There’s this glacial soil that’s there — it’s black as night,” he says. “The
farm gets plenty of water, so we had to deal with things like needing to dig
ditches to drain excess water. That’s never been an issue for us. So, that’s
been a unique experience. But the plant has reacted phenomenally to any
climate, which has been cool to see.”
Luckily, Shi Farms has also had great
luck in working with New York to get their business up and running faster. Turetsky
the state borrowed some practices from Colorado in terms of how they were
monitoring farms with GPS and harvesting reports, so the company was ready for
those types of regulatory oversights.
That preparedness left lots of room for
Shi Farms to focus on what’s most important to them — growing quality hemp with
a zero-waste philosophy. The
farm grows primarily for CBD, but they try to make sure they utilize more of
the plant than just the cannabinoids.
After they extract CBD from the flower, they take the “spent hemp,” or the ground-up flower material without any cannabinoids in it, and use it as fertilizer on the still-growing outdoor crops. Then, they grind up the stalks of the hemp plant — which Turetsky says are a woody-type hemp stalk, not the fiber type — and use probiotics to create a compost, using the Japanese farming technique called bokashi.
“The question we get all the time is: ‘Are
you guys organic?’ What we tell people is that the only inputs that go into our
outdoor field are water and sunshine,” says Turetsky. “This crop is so special
and unique that you are cultivating a weed, more or less. This plant has
tolerated so many conditions and has tried to be eradicated by so many
different countries at various points in its history and it’s persevered. So,
there’s really no nonsense to it. We only use water and sunshine and the plant
does the rest of the work. We plan to keep it that way.”
So, what’s the future of the hemp
industry look like? Turetsky predicts that the industrial
applications of hemp will begin to take off.
“When you look at hemp, as opposed to
cotton, and how much water it consumes and how fast it can grow, there should
be way more hemp textiles,” he says. “People should be wearing hemp clothing
and there should be hemp paper goods, because hemp grows way faster than trees
and is more sustainable than the lumber industry. All of the reasons that hemp
was criminalized back in the ’30s are the same reasons that will champion us to
continue the development of the commodity.”
He also sees major advancements on the
science side that may change the way we see hemp altogether.
“We’ve only scratched the surface on cannabinoid science, and that’s going to be what will drive the next five years of innovation.”
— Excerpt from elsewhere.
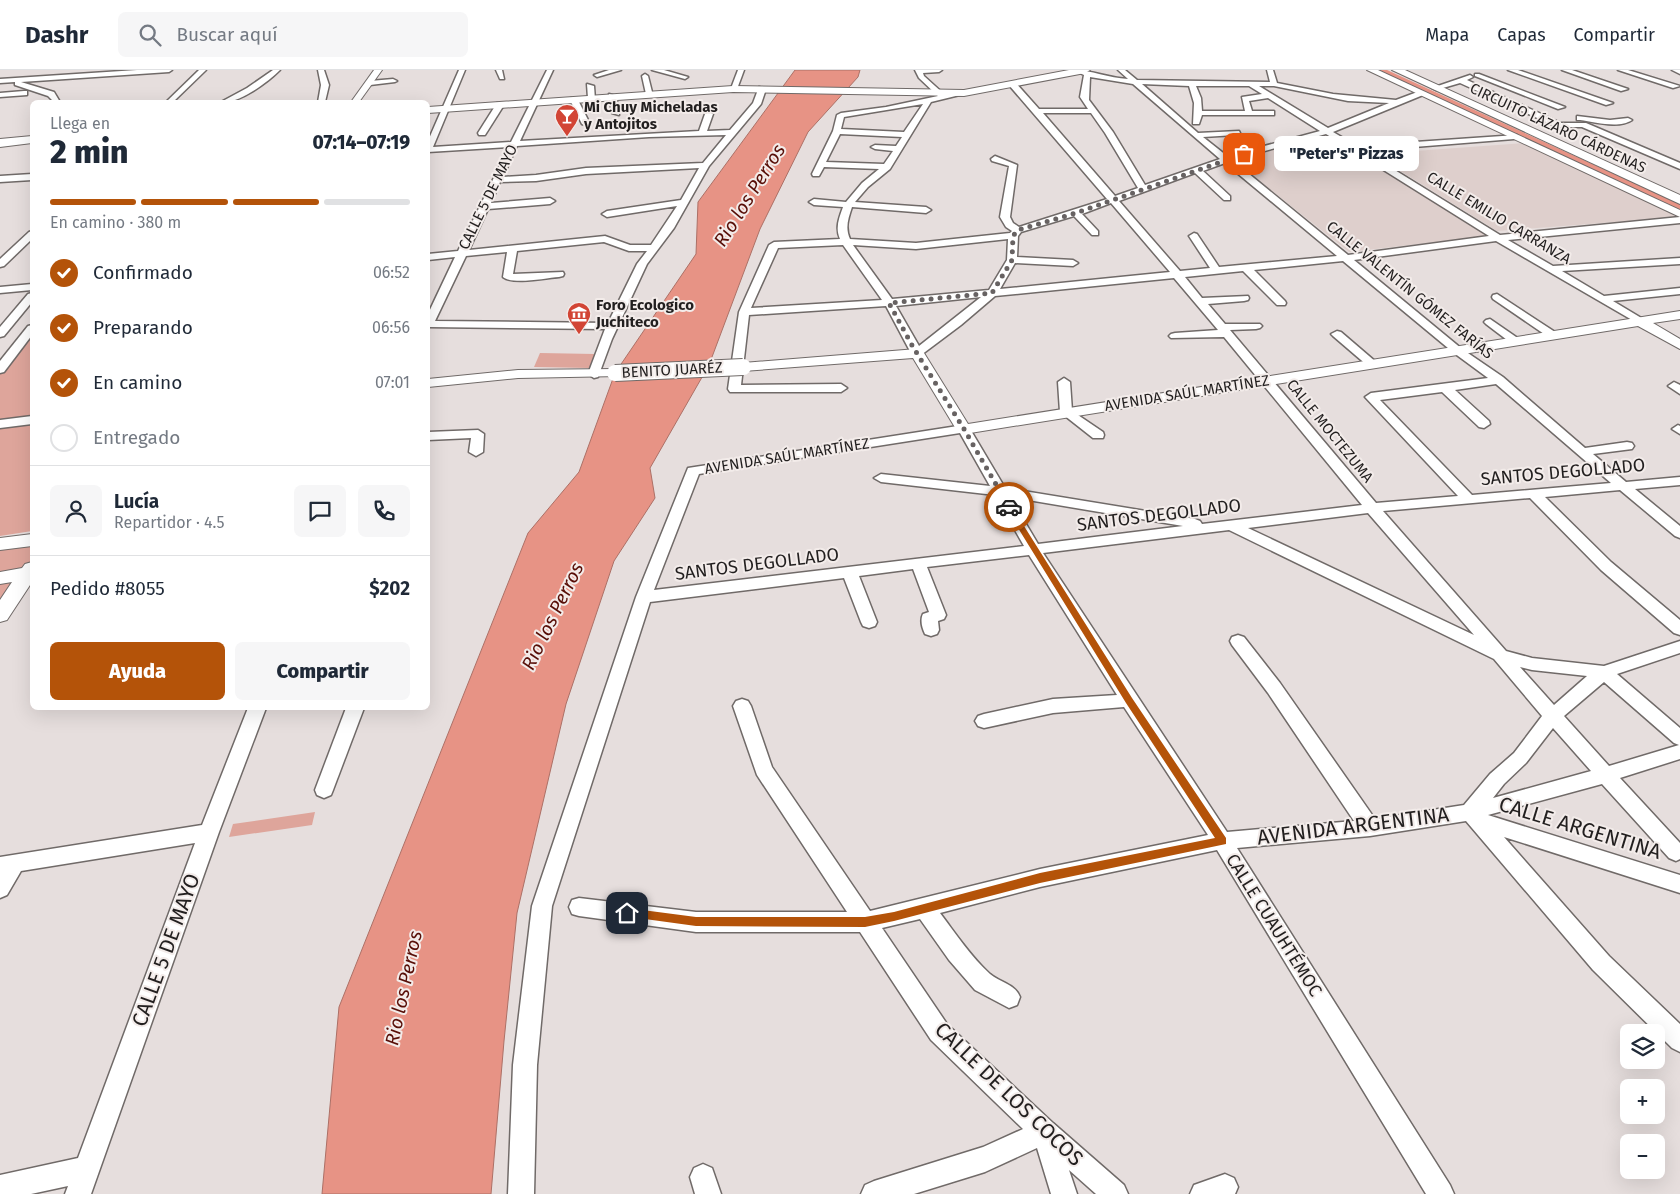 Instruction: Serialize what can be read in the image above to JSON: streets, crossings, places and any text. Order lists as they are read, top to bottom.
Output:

“We’ve only scratched the surface on cannabinoid science, and that’s going to be what will drive the next five years of innovation,” he says. “You’re going to see rare cannabinoids coming to the forefront, like CBG and CBC and other cannabinoids we haven’t even identified yet. I think we are going to see some really cool medical discoveries in how cannabinoids can help our bodily functions. So, like, recombination of cannabinoids into novel formulations based on specific cannabinoid ratios is something I think we will see a lot of in the next couple of years.”
Even with so much evolution and
innovation to look forward to, Shi Farms’ mission is simple, straightforward,
“We want to just highlight the natural benefits of hemp and the special qualities that make hemp such a great agricultural crop,” Turetsky says. “There’s no need for fancy branding or crazy marketing speak. Hemp is the star of the show, and we’re stewards of the plant.”